The Oedipus Casebook
Reading Sophocles' Oedipus the King
Michigan State University Press
A new translation of the play with facing Greek text and selections from a stellar assortment of critics
Available from: Amazon | Bookshop | B&N | IndieBound
Who killed Laius? Most readers assume Oedipus did. At the play’s end, he stands convicted of murdering his father, marrying his mother, and triggering a deadly plague. Assembling all the evidence, this book reopens the Oedipus case and lets readers judge for themselves.
"Anspach’s introduction re-illuminates the oblique and groundbreaking readings of Oedipus by Jean-Pierre Vernant, Michel Foucault, and René Girard, among others. This is a superb compilation."
—Neni Panourgiá, Columbia University, author of the award-winning Dangerous Citizens: The Greek Left and the Terror of the State
"The strength of the book lies in the choice of invigorating essays... Mark Anspach has done brilliantly to combine a wide range of scholarly interests, from Burkert and Delcourt’s anthropological history to Terry Eagleton’s literary criticism, while maintaining a clear, common thread in the strong emphasis on the context of ritual, the scapegoat (pharmakos), and the superficiality of Oedipus’ guilt... Anspach’s playful selection rewards prolonged study, showing us, as Vernant says, how the Oedipus has ‘lent itself to so many counter-readings’ (p. 301)... The translation does what it sets out to do: it is punchy, functional, close to the original Greek, and so a good support for a student trying to pick apart the language; as a consequence, it can on occasion lack some of the smoothness that might be desirable in an English-first course or as a text for performance... These criticisms notwithstanding, reading this book is a joyful and enriching experience.
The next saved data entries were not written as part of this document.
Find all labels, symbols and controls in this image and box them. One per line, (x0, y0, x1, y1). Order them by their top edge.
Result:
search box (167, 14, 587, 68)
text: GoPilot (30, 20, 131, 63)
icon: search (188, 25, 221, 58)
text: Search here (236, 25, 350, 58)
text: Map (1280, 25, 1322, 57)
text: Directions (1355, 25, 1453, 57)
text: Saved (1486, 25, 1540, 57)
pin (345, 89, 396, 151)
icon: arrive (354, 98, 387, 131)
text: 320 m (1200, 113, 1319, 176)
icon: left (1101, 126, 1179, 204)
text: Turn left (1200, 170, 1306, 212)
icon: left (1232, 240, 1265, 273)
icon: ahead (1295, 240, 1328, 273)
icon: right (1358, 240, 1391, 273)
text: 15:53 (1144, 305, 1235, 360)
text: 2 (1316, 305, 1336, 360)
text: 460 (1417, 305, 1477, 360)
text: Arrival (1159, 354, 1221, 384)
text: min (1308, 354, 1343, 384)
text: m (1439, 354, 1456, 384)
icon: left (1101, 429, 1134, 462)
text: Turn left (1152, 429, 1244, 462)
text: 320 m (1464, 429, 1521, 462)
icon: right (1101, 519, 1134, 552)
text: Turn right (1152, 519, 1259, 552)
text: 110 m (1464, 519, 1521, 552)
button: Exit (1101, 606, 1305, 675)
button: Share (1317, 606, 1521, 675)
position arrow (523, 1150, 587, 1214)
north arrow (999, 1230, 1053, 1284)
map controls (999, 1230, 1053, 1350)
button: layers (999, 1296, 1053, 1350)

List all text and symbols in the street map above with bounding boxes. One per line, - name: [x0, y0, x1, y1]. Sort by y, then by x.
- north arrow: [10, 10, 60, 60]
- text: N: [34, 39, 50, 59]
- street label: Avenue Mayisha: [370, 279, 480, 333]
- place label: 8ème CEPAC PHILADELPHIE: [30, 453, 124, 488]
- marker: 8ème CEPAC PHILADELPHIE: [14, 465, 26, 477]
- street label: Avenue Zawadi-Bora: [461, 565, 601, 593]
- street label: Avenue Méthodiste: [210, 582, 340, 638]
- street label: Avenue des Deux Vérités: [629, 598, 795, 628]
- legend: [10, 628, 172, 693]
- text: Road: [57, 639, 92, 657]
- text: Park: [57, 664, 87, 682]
The editor has selected a wonderfully rewarding, challenging and coherent group of essays and placed them alongside a cogent and helpful translation. No student who reads this book will be left in any doubt about the brilliance and depth of the Oedipus, nor will they be short of tools for probing and analysing Sophocles’ play. I recommend it enthusiastically, especially to those designing a college course on Oedipus the King."
—Daniel Hogg, Bryn Mawr Classical Review
"This is a very useful tome that I will certainly be drawing on in my teaching of Classical Civilisation for inspiration, ideas and when I need a really close translation."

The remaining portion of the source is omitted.